Restaurant Gullane The main course has transformed the garden into a dining area
A RESTAURANT has won the right to turn a private garden into an outdoor dining space, after councilors said it was essential for it to survive in post-Covid times.
The owner of The Main Course, Gullane, has asked East Lothian Council to change the use of the domestic garden, which belongs to the flat above the business, to an outdoor seating area for the restaurant.
However, neighbors objected, with a father of two young children saying smoke from the area “went” into the youth room if the window was open.
And another neighbor argued it didn’t fit the character of the conservation village, which was “quiet and respectful of neighboring properties”, asking councilors how they would feel if a beer garden opened next to their homes.
Candidate Luciano Crolla owns both the apartment and the catering business, and first used the garden for outdoor dining in July 2020.
A virtual council planning committee meeting was told that at the time local authorities were being encouraged to ease rules on hotel businesses to reduce the impact of Covid-19 on them.
The use only caught the attention of planners when a large marquee was erected, prompting complaints from neighbors.
The marquee is no longer in use on the site and planning officers have recommended councilors approve the change of use from the garden to outdoor dining, saying this is in line with council policy.
READ MORE: A family restaurant proposes to transform the garden into a dining room
The committee was told by chief planning officer, Keith Dingwall, that the change was “a natural extension of a well-established business in the village”.

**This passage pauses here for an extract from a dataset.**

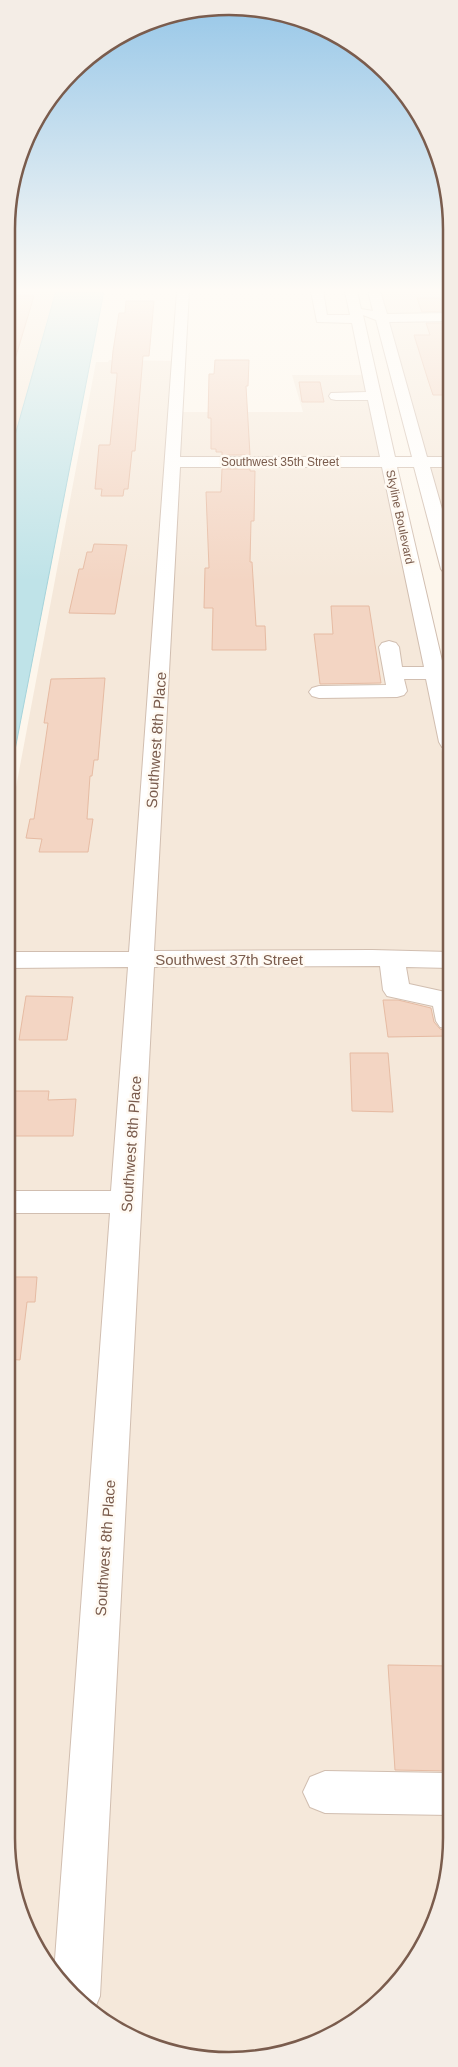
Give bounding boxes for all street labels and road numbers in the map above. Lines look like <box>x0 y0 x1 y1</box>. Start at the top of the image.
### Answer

The assembly heard that there had been 20 objections to the change of use filed, complaining about the impact of noise, lights and smells from the outdoor space on the surrounding private gardens.
The Gullane Area Community Council has also raised concerns about the potential impact of noise and odor nuisance on neighbours.
Local resident Clare Walker urged committee members to reject the change of use.
She told them, “This is a massive change in use, not just a natural extension of a business.”
She added: “This development damages the character of this conservation area.
“The neighborhood is currently characterized as quiet and respectful of neighbors’ privacy and the enjoyment of their property.”
And neighbor David Lees, who lives next to the garden, said he and his young family were dealing with noise, including swearing, smells and smoke that invaded their home and garden.
He told the committee: ‘My two daughters’ room is about a meter from this garden and if the window is open there is a lot of smoke coming out of it and into our garden.
Ward member Councilor Jeremy Findlay, who called the application after planners recommended it for approval, urged the committee to refuse permission.
He questioned whether the conditions imposed by the council to control the impact on neighbours, including restricting the hours of use of the garden and lighting, would be enforceable.
And he cast doubt on claims that the area was essential for post-Covid business.
Mr Findlay said: ‘It was a successful business before Covid, it doesn’t need that outdoor space to survive.’
However, Councilor Norman Hampshire, planning officer, disagreed, saying hotel businesses in the county had changed due to Covid and many people now preferred to eat out, saying: ‘It going to be a trend in the future.”
Mr Hampshire said: ‘If this business is going to survive in the long term, it needs to have outdoor space.
The change of use was granted on a temporary one-year basis.
A second request for a canopy in the garden, also requested retrospectively, was also granted.